▶ DATA LISTING

= = =

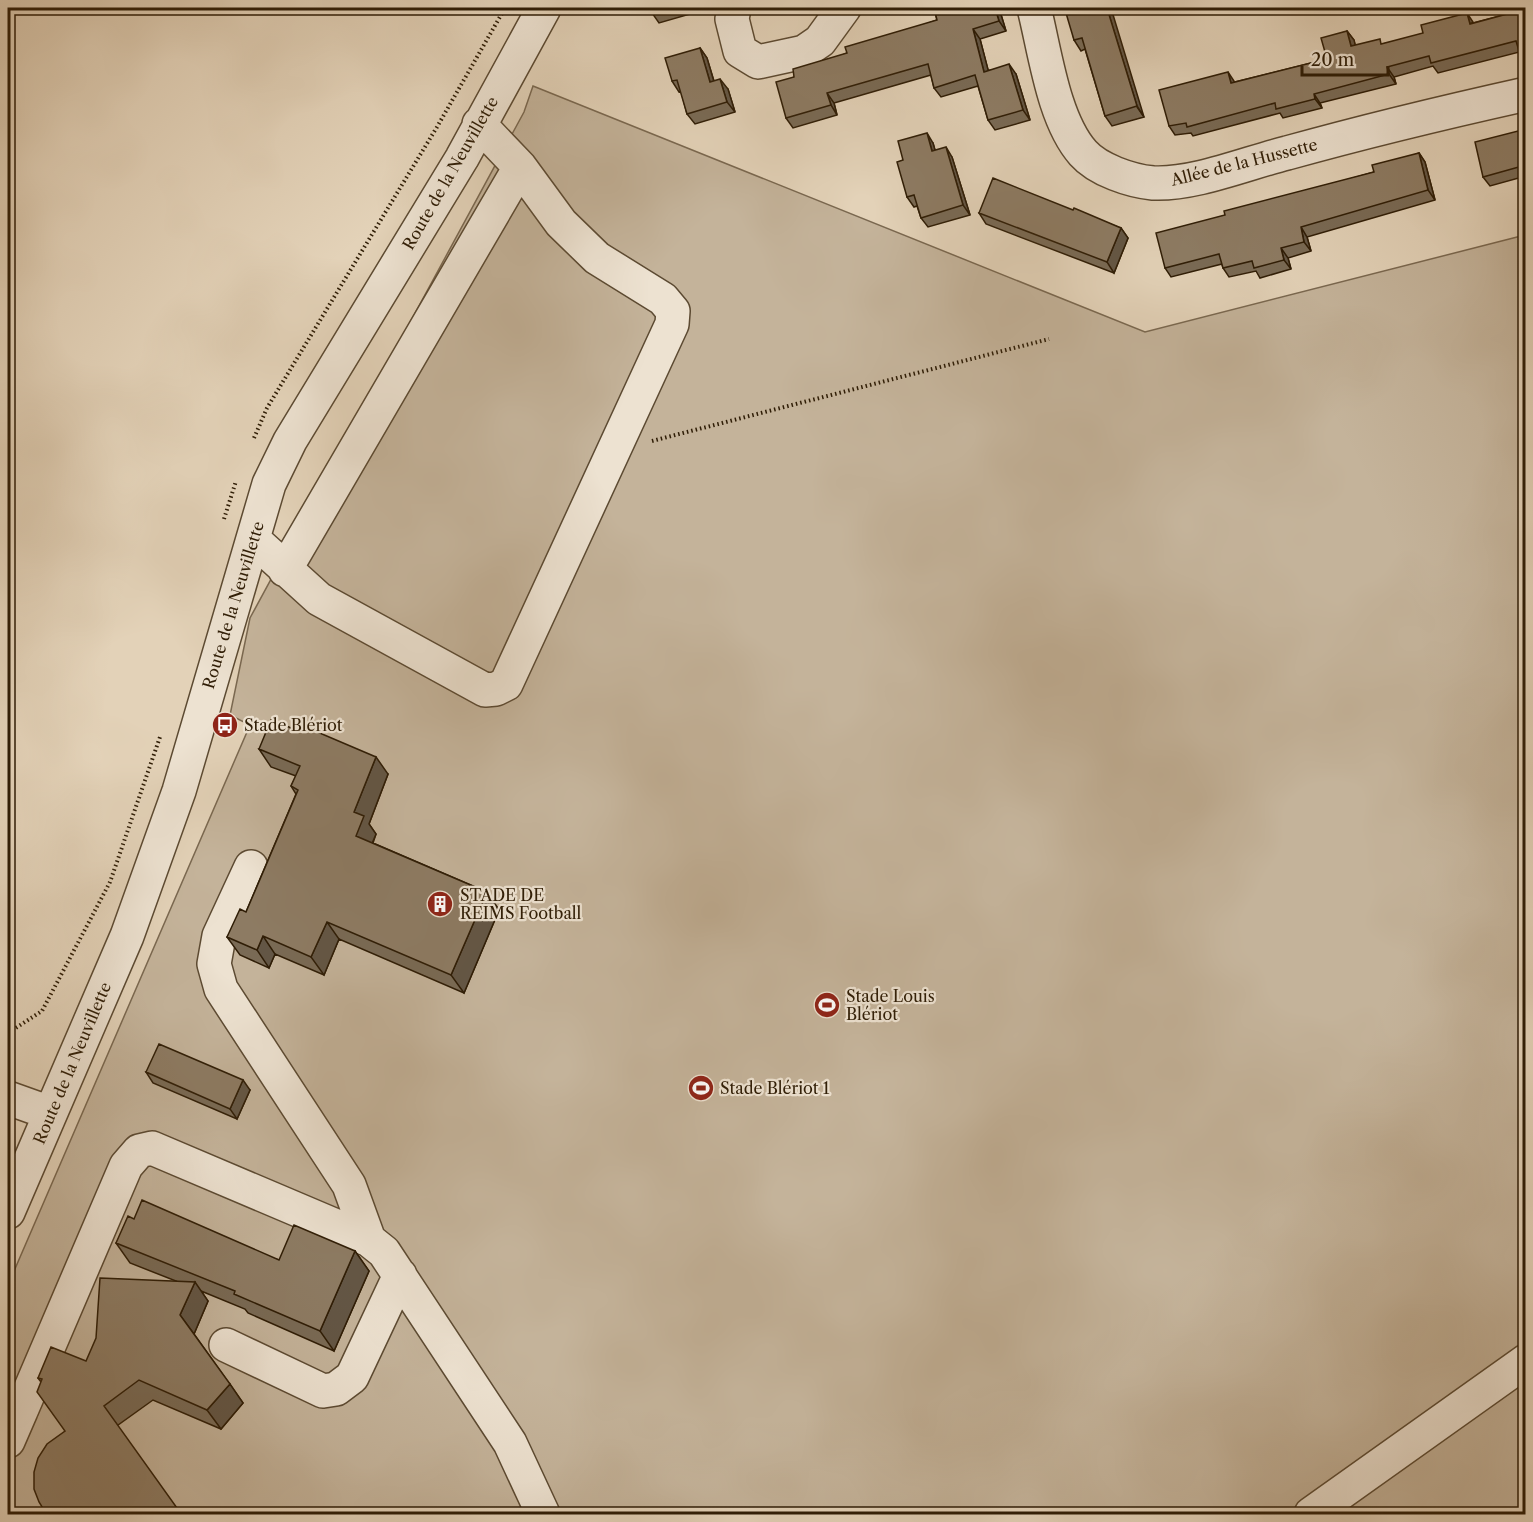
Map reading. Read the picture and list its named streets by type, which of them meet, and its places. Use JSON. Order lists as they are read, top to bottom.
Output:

= = =

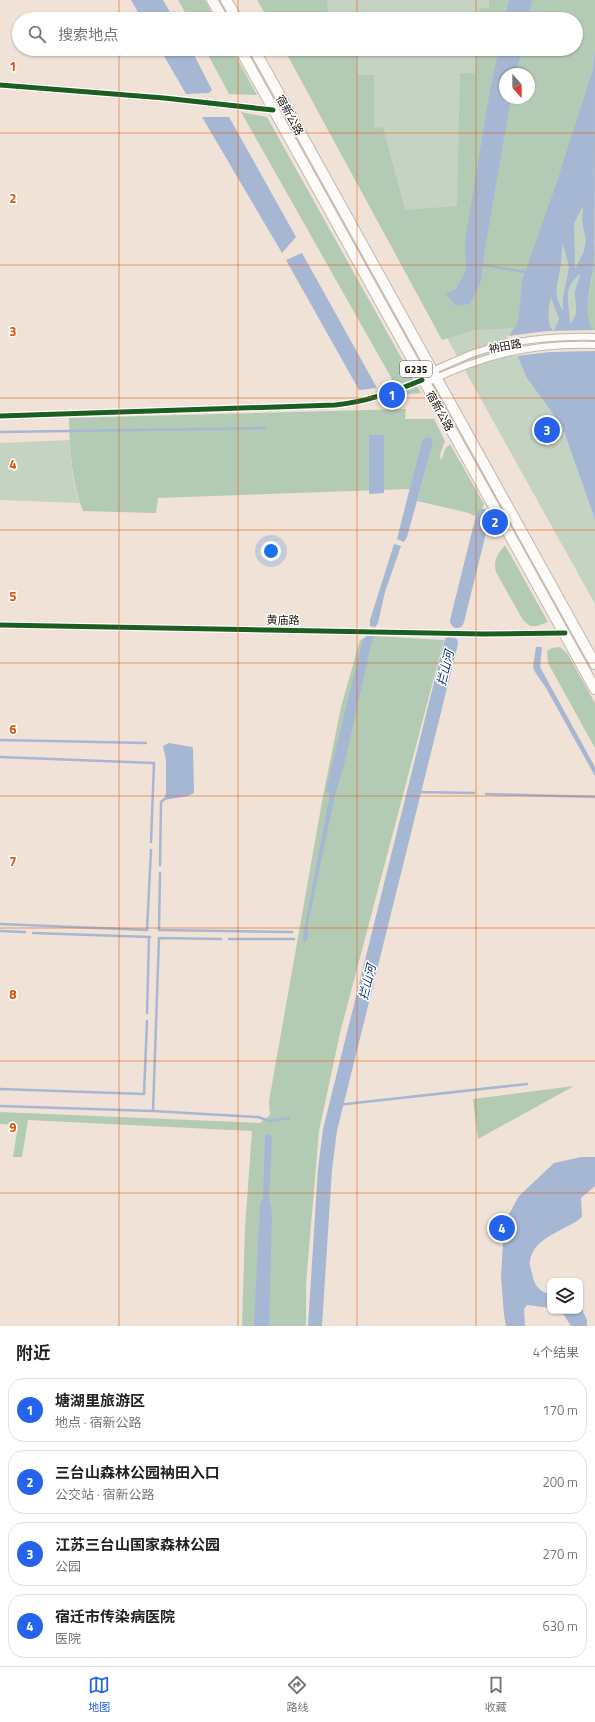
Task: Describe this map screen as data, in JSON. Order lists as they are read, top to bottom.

= = =

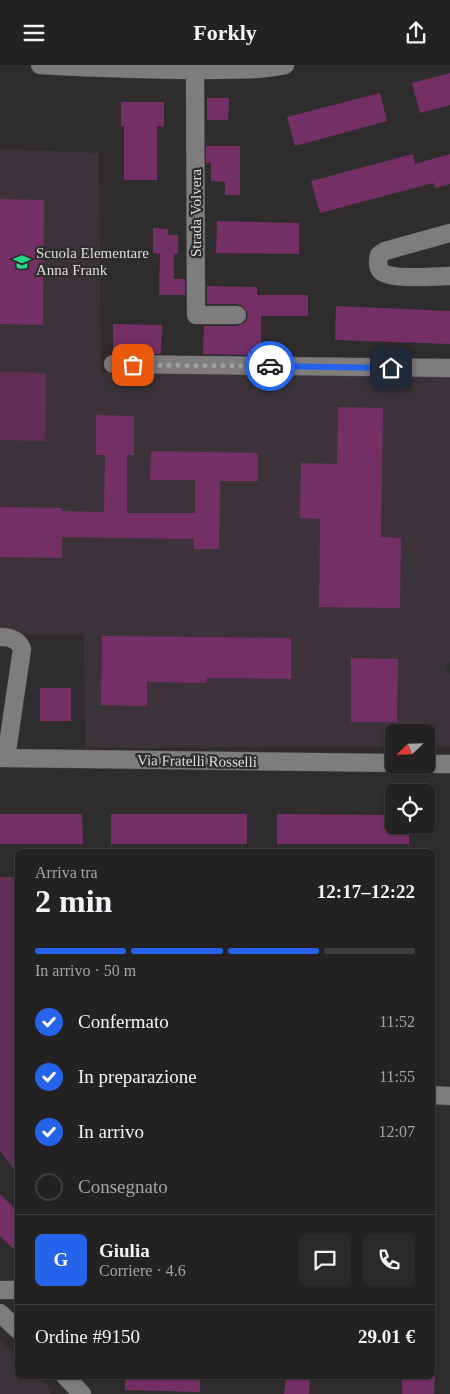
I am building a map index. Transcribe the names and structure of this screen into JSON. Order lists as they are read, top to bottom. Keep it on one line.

= = =

▶ ABOUT THIS TASK
I need every line from the material that contains the word "screen".

▶ WRITTEN RESPONSE
Task: Describe this map screen as data, in JSON. Order lists as they are read, top to bottom.
I am building a map index. Transcribe the names and structure of this screen into JSON. Order lists as they are read, top to bottom. Keep it on one line.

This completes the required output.